* **Task objective**:
Transcribe each line of the records below exactly, excluding any embedded images.

* **Saved entries**:
****

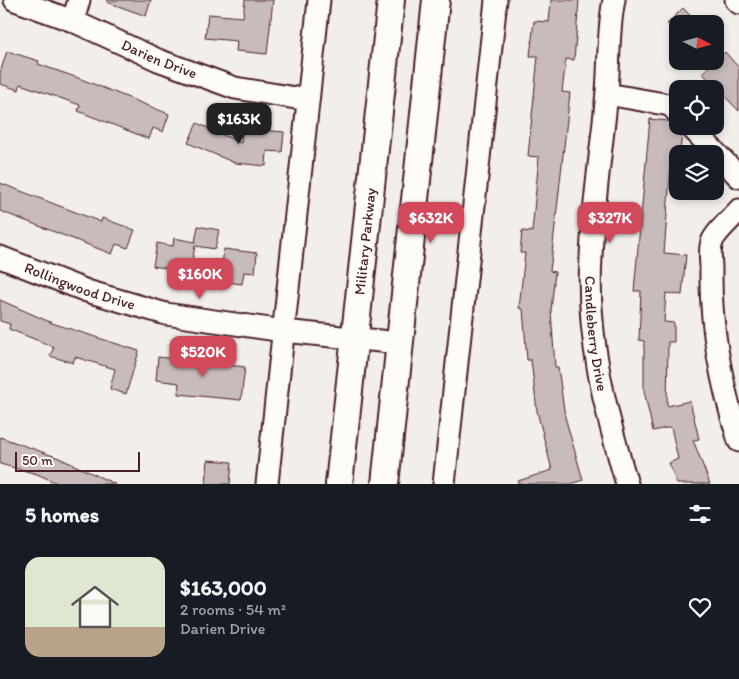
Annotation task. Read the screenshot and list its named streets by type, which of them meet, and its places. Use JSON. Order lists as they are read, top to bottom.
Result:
{
  "streets": {
    "main road": ["Military Parkway"],
    "street": ["Darien Drive", "Rollingwood Drive", "Candleberry Drive"]
  },
  "crossings": [
    ["Military Parkway", "Rollingwood Drive"]
  ],
  "scale_bar": "50 m",
  "north": "right",
  "page": {
    "price": [
      "$163K",
      "$632K",
      "$327K",
      "$160K",
      "$520K"
    ],
    "scale": "50 m",
    "heading": "5 homes",
    "list": [
      {
        "name": "$163,000",
        "note": "2 rooms · 54 m² · Darien Drive"
      }
    ]
  }
}
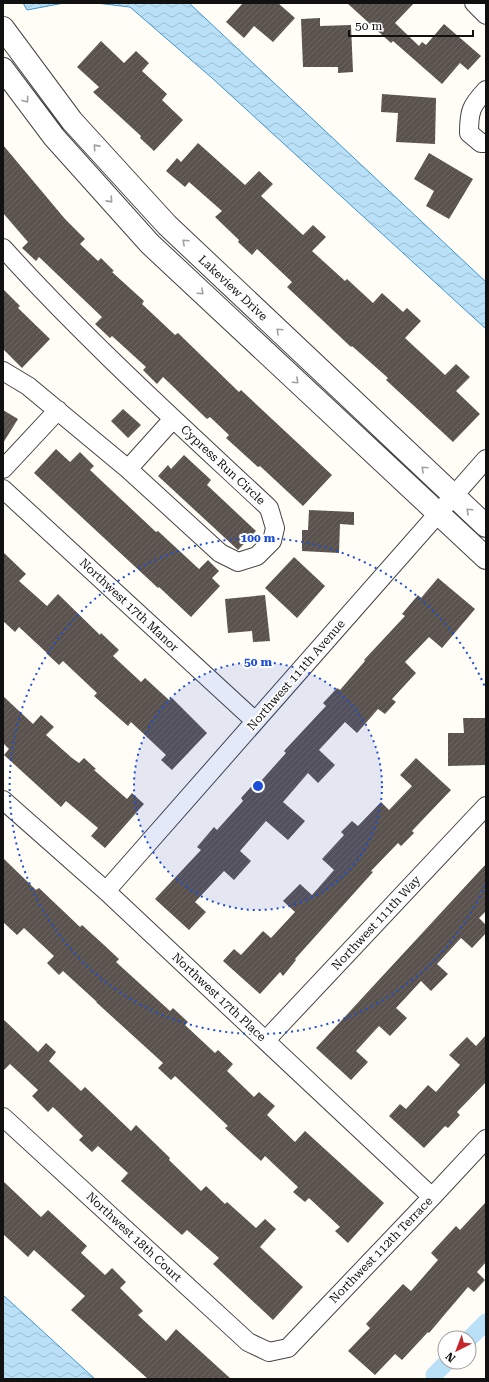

****

* **Problem solution**:
Annotation task. Read the screenshot and list its named streets by type, which of them meet, and its places. Use JSON. Order lists as they are read, top to bottom.
Result:
{
  "streets": {
    "main road": ["Military Parkway"],
    "street": ["Darien Drive", "Rollingwood Drive", "Candleberry Drive"]
  },
  "crossings": [
    ["Military Parkway", "Rollingwood Drive"]
  ],
  "scale_bar": "50 m",
  "north": "right",
  "page": {
    "price": [
      "$163K",
      "$632K",
      "$327K",
      "$160K",
      "$520K"
    ],
    "scale": "50 m",
    "heading": "5 homes",
    "list": [
      {
        "name": "$163,000",
        "note": "2 rooms · 54 m² · Darien Drive"
      }
    ]
  }
}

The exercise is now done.